Con il primo di essi, infatti, la ricorrente, denunziando violazione dell’art. 3, commi secondo e terzo, del d.P.R. 26 ottobre 1972, n. 633, assume che, anche a voler ritenere simulata la cessione per mancanza di prova del versamento del prezzo, sarebbe emersa la sussistenza di un’operazione a titolo gratuito che, in quanto inerente alla sua attività di impresa, dava luogo a prestazioni soggette ad Iva.
Con il successivo mezzo di gravame, poi, denunziando violazione dell’art. 2, comma primo e comma secondo, num. 4, del medesimo decreto, rileva che sarebbe comunque stato assoggettato ad Iva il trasferimento delle merci giacenti nel magazzino, quantunque accedente ad un contratto a titolo gratuito.
Con l’ottavo motivo, infine, denunziando violazione dell’art. 3, comma primo, comma secondo, num. 1, e comma terzo, svolge analoghe considerazioni per l’Iva sulla concessione di beni in locazione.
5.1. Tutte e tre le censure non superano il vaglio di ammissibilità, riferendosi ad un’argomentazione – quella in base alla quale la cessione del contratto di leasing sarebbe avvenuta a titolo gratuito – mai dedotta in giudizio prima d’ora dalla ricorrente, che ha sempre (ed anche nella presente sede) rappresentato la sussistenza di una reale operazione di cessione di leasing finanziario.
6. Da ultimo, l’ottavo motivo di ricorso denunzia violazione dell’art. 109, comma quinto, del d.P.R. 22 dicembre 1986, n. 917.
La contribuente sostiene che non potrebbe comunque dubitarsi del fatto che gli oneri da lei sostenuti per la gestione dell’azienda – quali i canoni di leasing, quelli di locazione dell’immobile, le spese per utenze ed altri – siano effettivi e inerenti, e come tali deducibili dal proprio imponibile; critica, pertanto, la sentenza impugnata nella parte in cui ha confermato la pretesa erariale in parte qua.
6.1. Anche tale motivo è inammissibile perché non coglie la ratio decidendi.
I giudici d’appello, infatti, hanno escluso la deducibilità dei costi a valle del rilievo dell’esistenza di operazioni inesistenti; essi, pertanto, non hanno indagato circa il fatto che i costi fossero o meno deducibili in ragione della sussistenza dei requisiti di effettività e inerenza, ma ne hanno tratto il convincimento negativo quale diretta conseguenza dell’inesistenza dell’operazione che li avrebbe generati.
7. Il ricorso è pertanto complessivamente meritevole di rigetto.
Le spese seguono la soccombenza e si liquidano in dispositivo.

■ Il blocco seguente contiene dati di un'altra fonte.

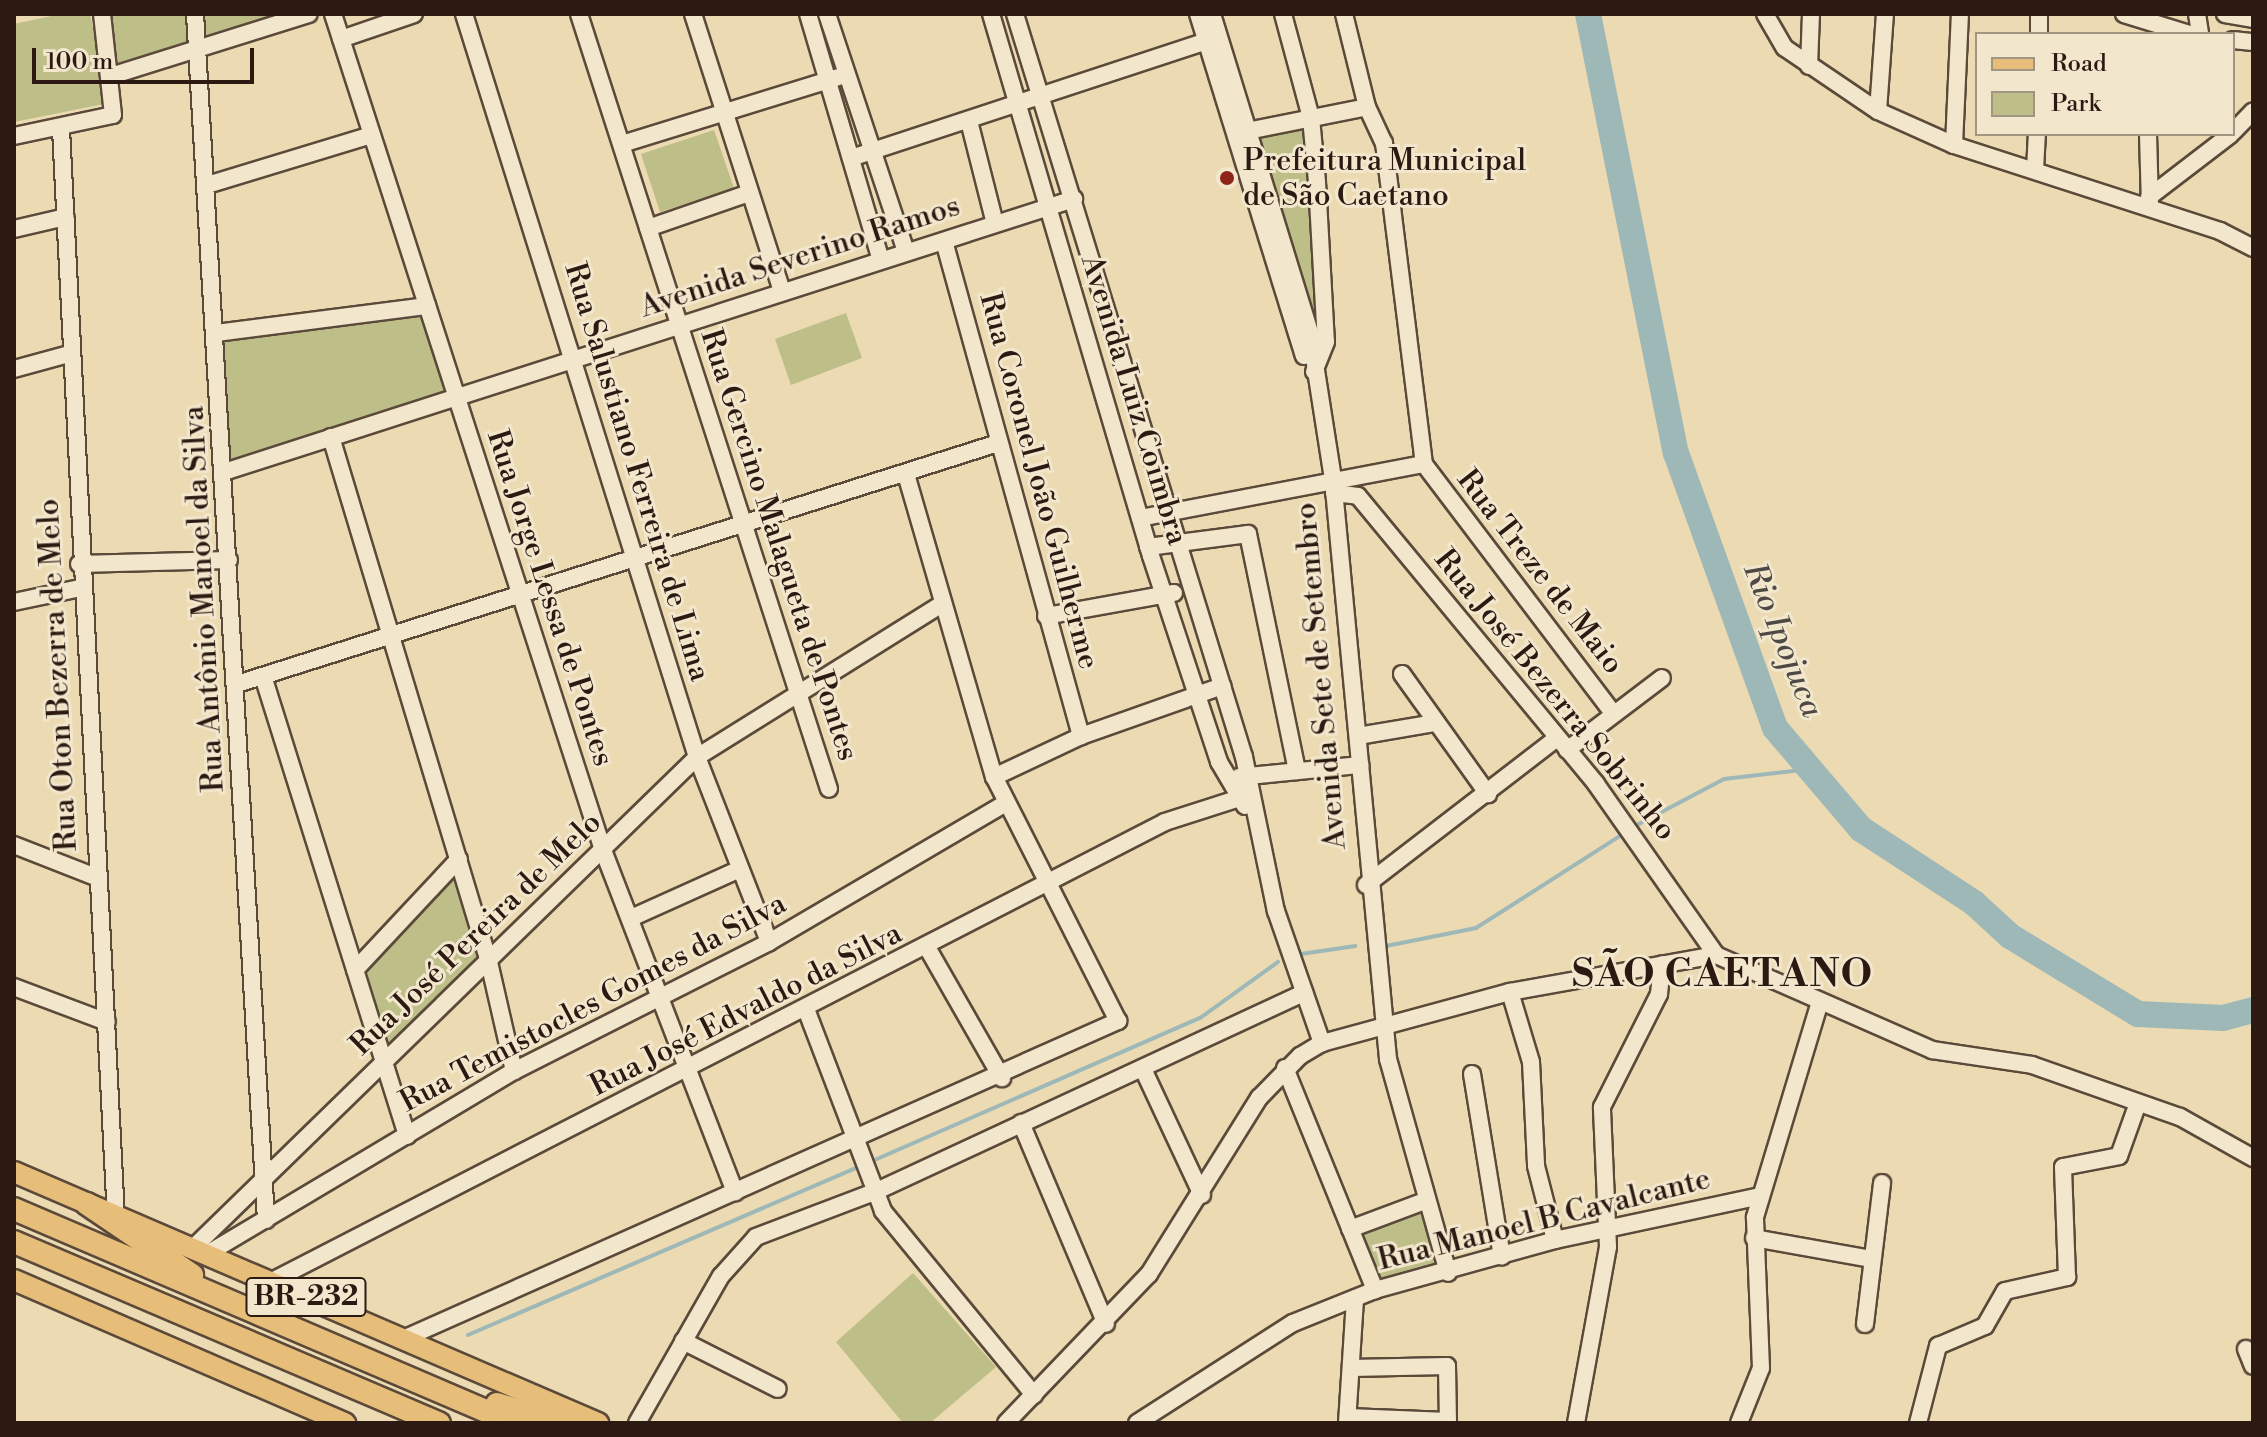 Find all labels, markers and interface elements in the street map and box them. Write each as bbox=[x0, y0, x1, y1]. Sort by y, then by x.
scale bar bbox=[36, 32, 258, 82]
legend bbox=[1975, 32, 2235, 136]
text: 100 m bbox=[46, 47, 113, 77]
text: Road bbox=[2051, 49, 2107, 79]
text: Park bbox=[2051, 89, 2101, 119]
place label: Prefeitura Municipal de São Caetano bbox=[1243, 143, 1526, 214]
marker: Prefeitura Municipal de São Caetano bbox=[1218, 169, 1236, 187]
street label: Avenida Severino Ramos bbox=[636, 188, 964, 326]
street label: Avenida Luiz Coimbra bbox=[1073, 251, 1195, 549]
street label: Rua Salustiano Ferreira de Lima bbox=[556, 258, 718, 686]
street label: Rua Coronel João Guilherme bbox=[971, 289, 1107, 673]
street label: Rua Gercino Malagueta de Pontes bbox=[692, 325, 866, 765]
street label: Rua Antônio Manoel da Silva bbox=[176, 405, 232, 793]
street label: Rua Jorge Lessa de Pontes bbox=[479, 426, 621, 770]
street label: Rua Treze de Maio bbox=[1449, 463, 1631, 681]
street label: Rua Oton Bezerra de Melo bbox=[31, 498, 85, 852]
street label: Avenida Sete de Setembro bbox=[1288, 501, 1354, 851]
street label: Rua José Bezerra Sobrinho bbox=[1426, 542, 1684, 848]
water label: Rio Ipojuca bbox=[1735, 557, 1831, 723]
street label: Rua José Pereira de Melo bbox=[343, 805, 609, 1063]
street label: Rua Temistocles Gomes da Silva bbox=[394, 886, 792, 1120]
street label: Rua José Edvaldo da Silva bbox=[584, 916, 908, 1104]
district label: SÃO CAETANO bbox=[1572, 952, 1874, 998]
street label: Rua Manoel B Cavalcante bbox=[1374, 1161, 1714, 1279]
road number: BR-232 bbox=[244, 1273, 368, 1321]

Ai sensi dell’art. 13 comma 1-quater del d.P.R. n. 115 del 2002, inserito dall’art. 1, comma 17 della l. n. 228 del 2012, dà atto della sussistenza dei presupposti per il versamento, da parte della ricorrente, dell’ulteriore importo a titolo di contributo unificato pari a quello previsto per il ricorso, a norma del comma 1-bis, dello stesso articolo 13, se dovuto.
P.Q.M.
Rigetta il ricorso e condanna la ricorrente al pagamento delle spese, che liquida in € 12.000,00 oltre spese prenotate a debito. Ai sensi dell’art. 13, comma 1-quater, del d.P.R. n. 115 del 2002, inserito dall’art. 1, comma 17 della l. n. 228 del 2012, dà atto della sussistenza dei presupposti per il versamento, da parte della ricorrente, dell’ulteriore importo a titolo di contributo unificato pari a quello previsto per il ricorso, a norma del comma 1-bis dello stesso articolo 13, se dovuto.